Protecting multi-lateral localization privacy in pervasive environments

Location-based services (LBSs) have raised serious privacy concerns in the society, due to the possibility of leaking a mobile user's location information in enabling location-dependent services. While existing location-privacy studies are mainly focused on preventing the leakage of a user's location in accessing the LBS server, the possible privacy leakage in the calculation of the user's location, i.e., the localization, has been largely ignored. Such a privacy leakage stems from the fact that a localization algorithm typically takes the location of anchors (reference points for localization) as input, and generates the target's location as output. As such, the location of anchors and target could be leaked to others. An adversary could further utilize the leakage of anchor's locations to attack the localization infrastructure and undermine the accurate estimation of the target's location.
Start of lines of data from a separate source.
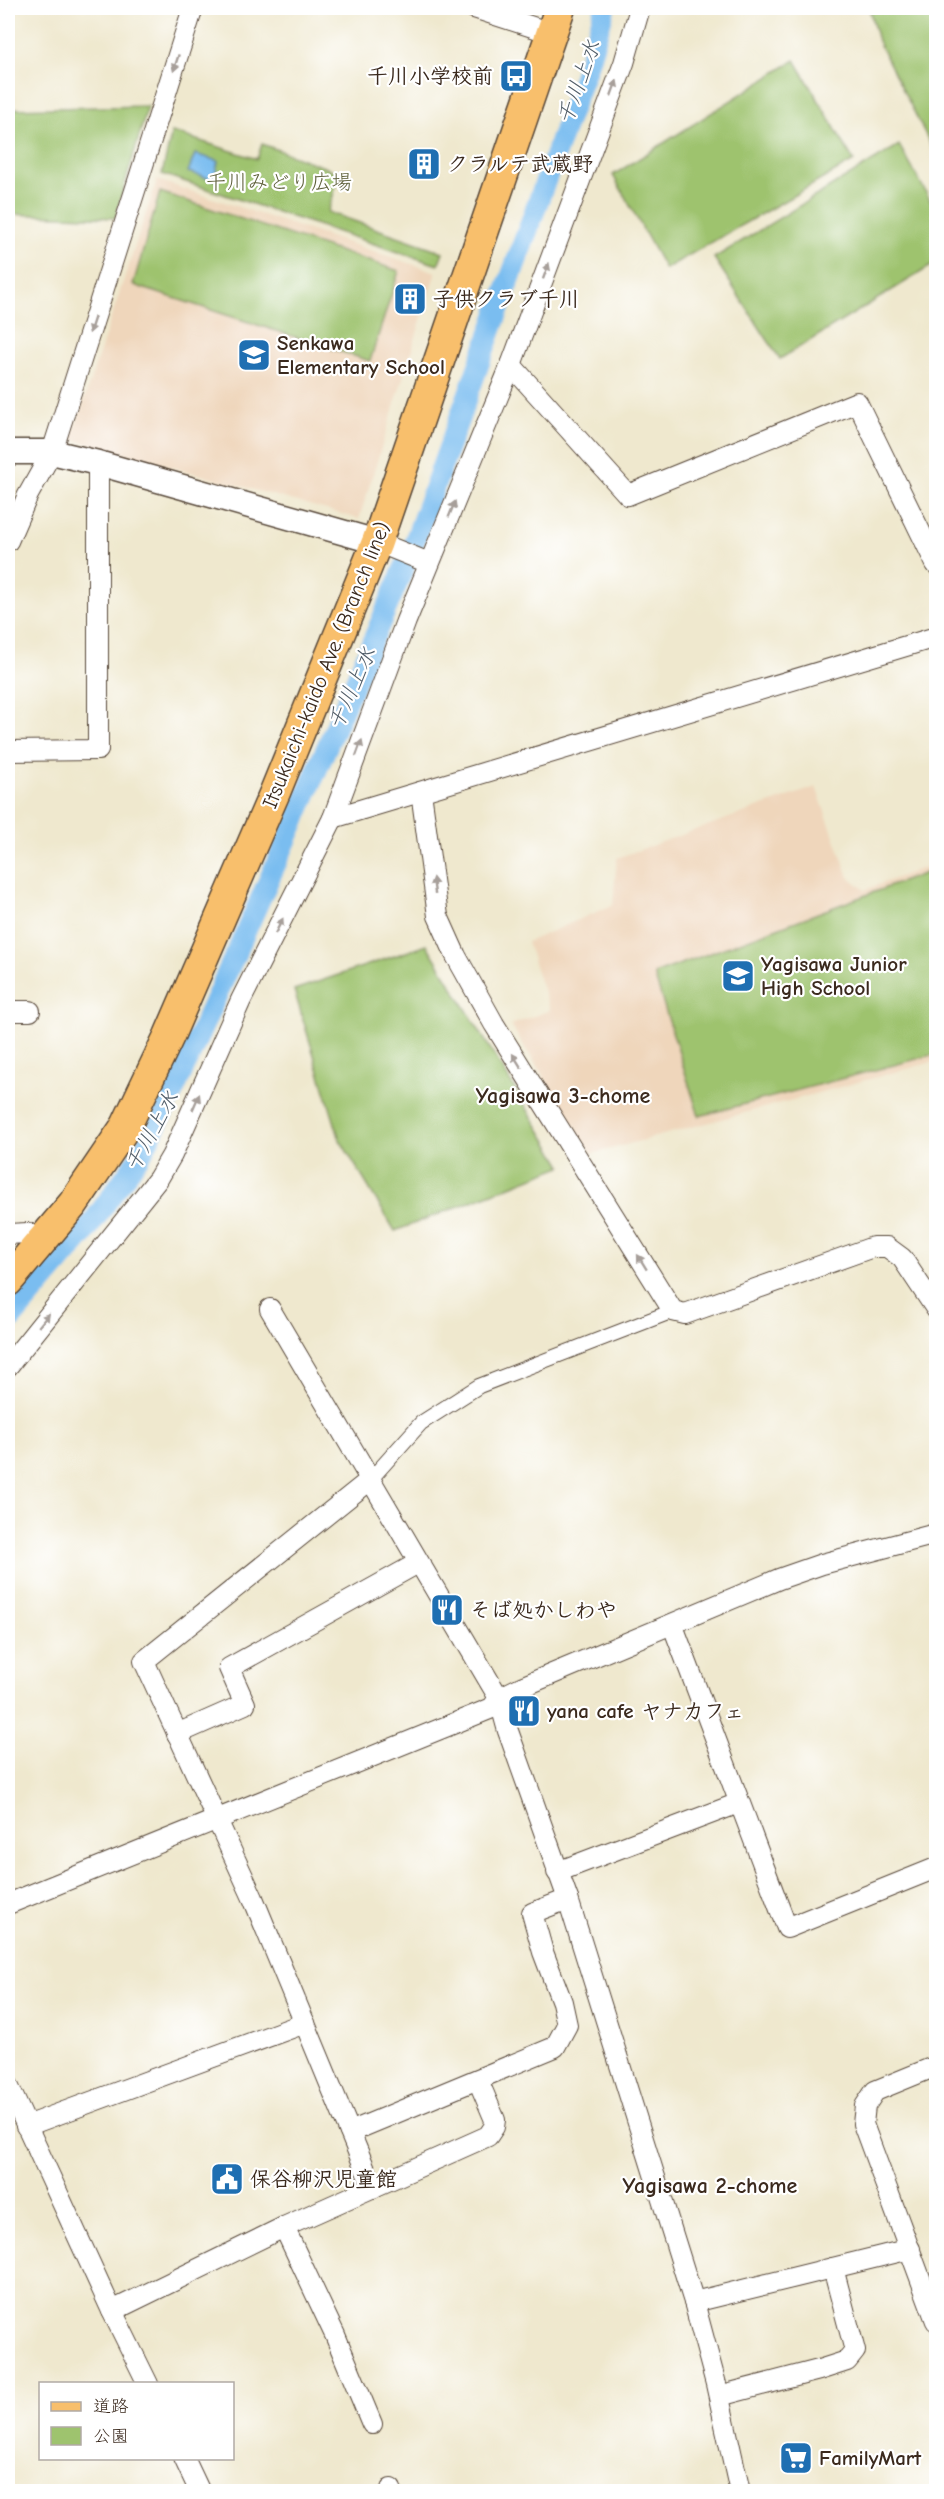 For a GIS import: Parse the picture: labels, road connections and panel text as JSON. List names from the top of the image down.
{
  "streets": {
    "main road": ["Itsukaichi-kaido Ave. (Branch line)"]
  },
  "districts": ["Yagisawa 3-chome", "Yagisawa 2-chome"],
  "water": ["千川上水"],
  "parks": ["千川みどり広場"],
  "places": {
    "bus stop": ["千川小学校前"],
    "building": ["クラルテ武蔵野", "子供クラブ千川"],
    "school or university": ["Senkawa Elementary School", "Yagisawa Junior High School"],
    "restaurant": ["そば処かしわや", "yana cafe ヤナカフェ"],
    "public building": ["保谷柳沢児童館"],
    "supermarket": ["FamilyMart"]
  },
  "legend": ["道路", "公園"]
}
To address this issue, in this paper, we study the multi-lateral privacy-preserving localization problem, whereby the location of a target is calculated without the need of revealing anchors' location, and the knowledge of the localization outcome, i.e., the target's location, is strictly limited to the target itself. To fully protect the user's privacy, our study protects not only the user's exact location information (the geo-coordinates), but also any side information that may lead to a coarse estimate of the location. We formulate the problem as a secure least-squared-error (LSE) estimation for an overdetermined linear system and develop three privacy-preserving solutions by leveraging combinations of information-hiding and homomorphic encryption. These solutions provide different levels of protection for location-side information and resilience to node collusion and have the advantage of being able to trade a user's privacy requirements for better computation and communication efficiency. Through numerical results, we verify the significant efficiency improvement of the proposed schemes over existing multiparty secure LSE algorithms.